[Dataset records]
# # # # #

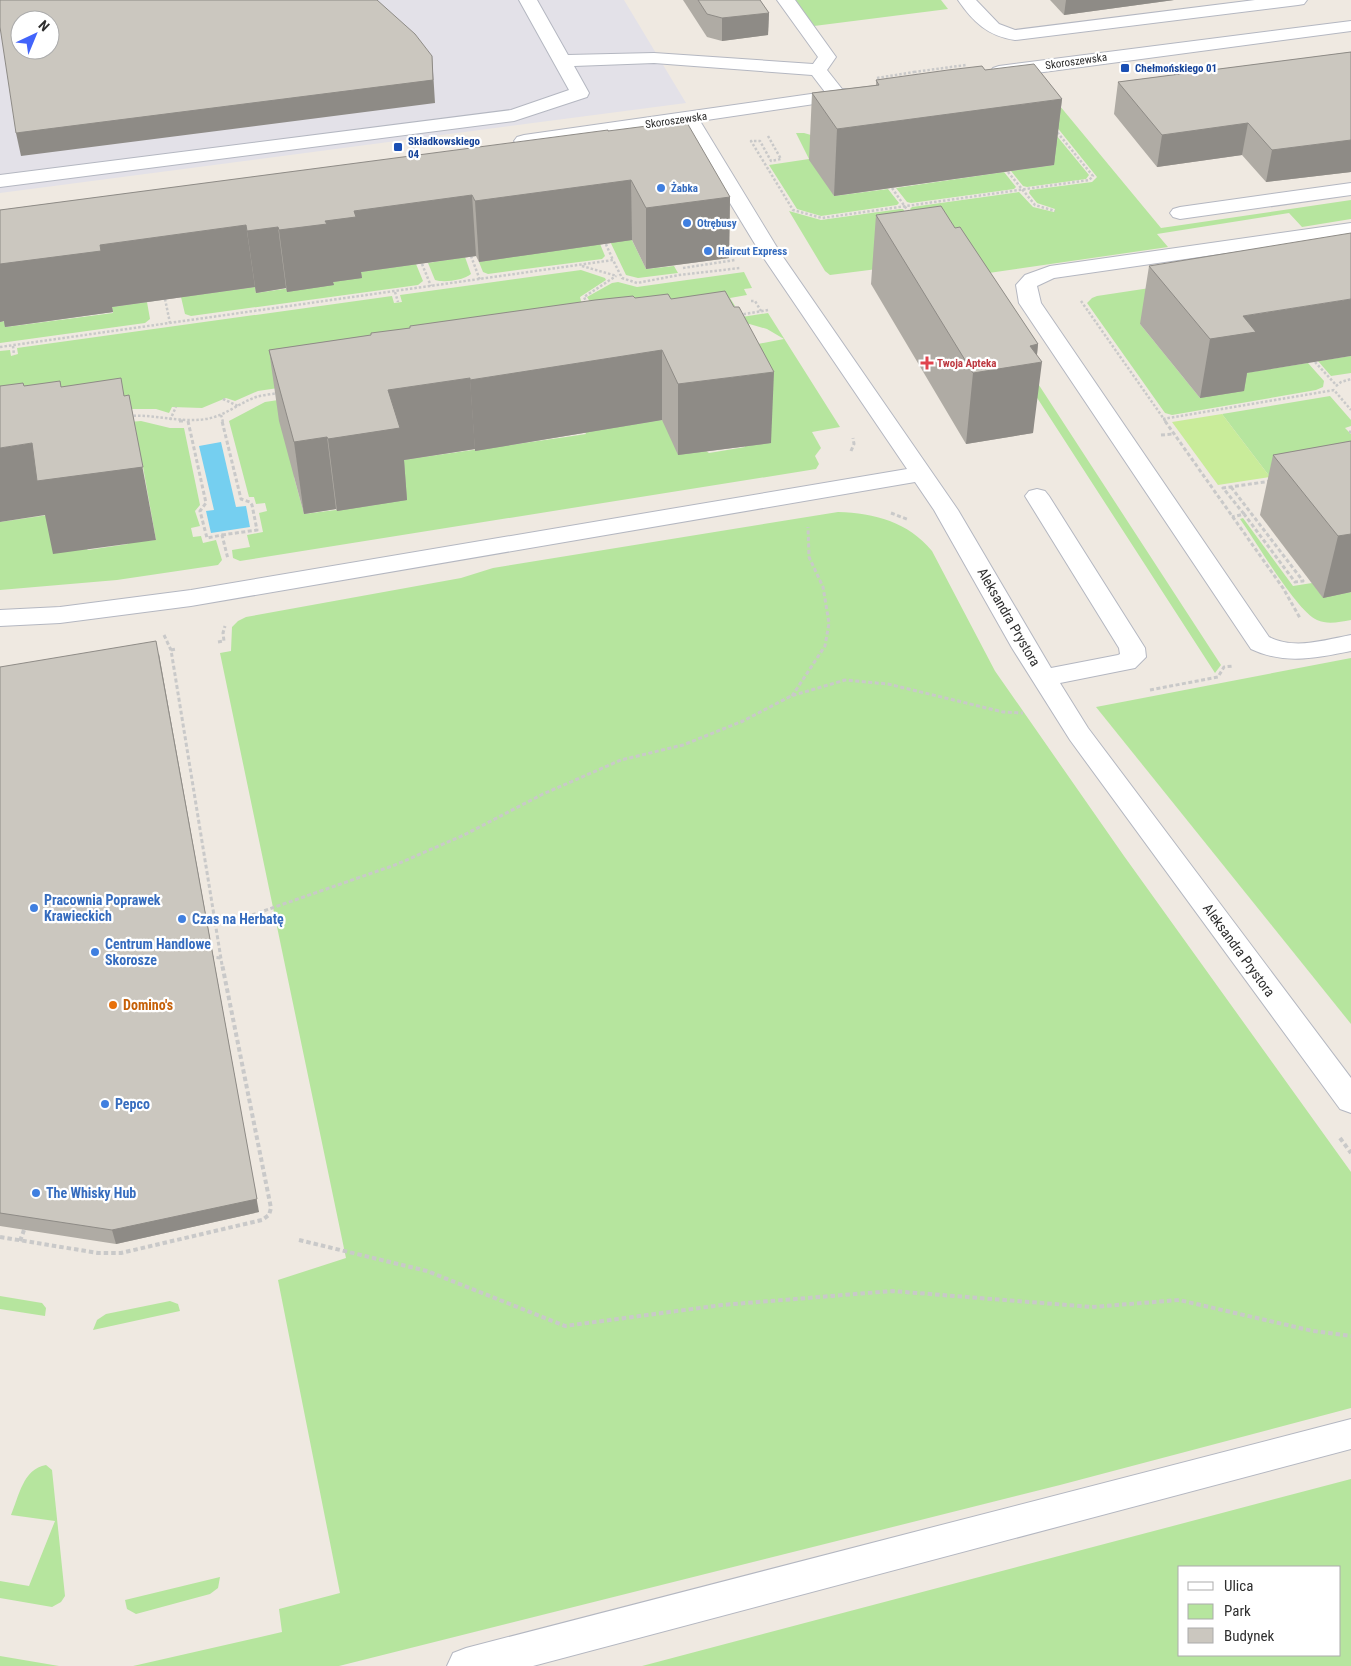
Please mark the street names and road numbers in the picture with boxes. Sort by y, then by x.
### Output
street label: Skoroszewska [1044,51,1108,72]
street label: Skoroszewska [644,110,708,131]
street label: Aleksandra Prystora [974,565,1044,669]
street label: Aleksandra Prystora [1200,900,1278,1000]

# # # # #

- [WORK INSTRUCTION]
Excluding the pictures, transcribe all of the entries exactly.

- [WORKED SOLUTION]
Please mark the street names and road numbers in the picture with boxes. Sort by y, then by x.
### Output
street label: Skoroszewska [1044,51,1108,72]
street label: Skoroszewska [644,110,708,131]
street label: Aleksandra Prystora [974,565,1044,669]
street label: Aleksandra Prystora [1200,900,1278,1000]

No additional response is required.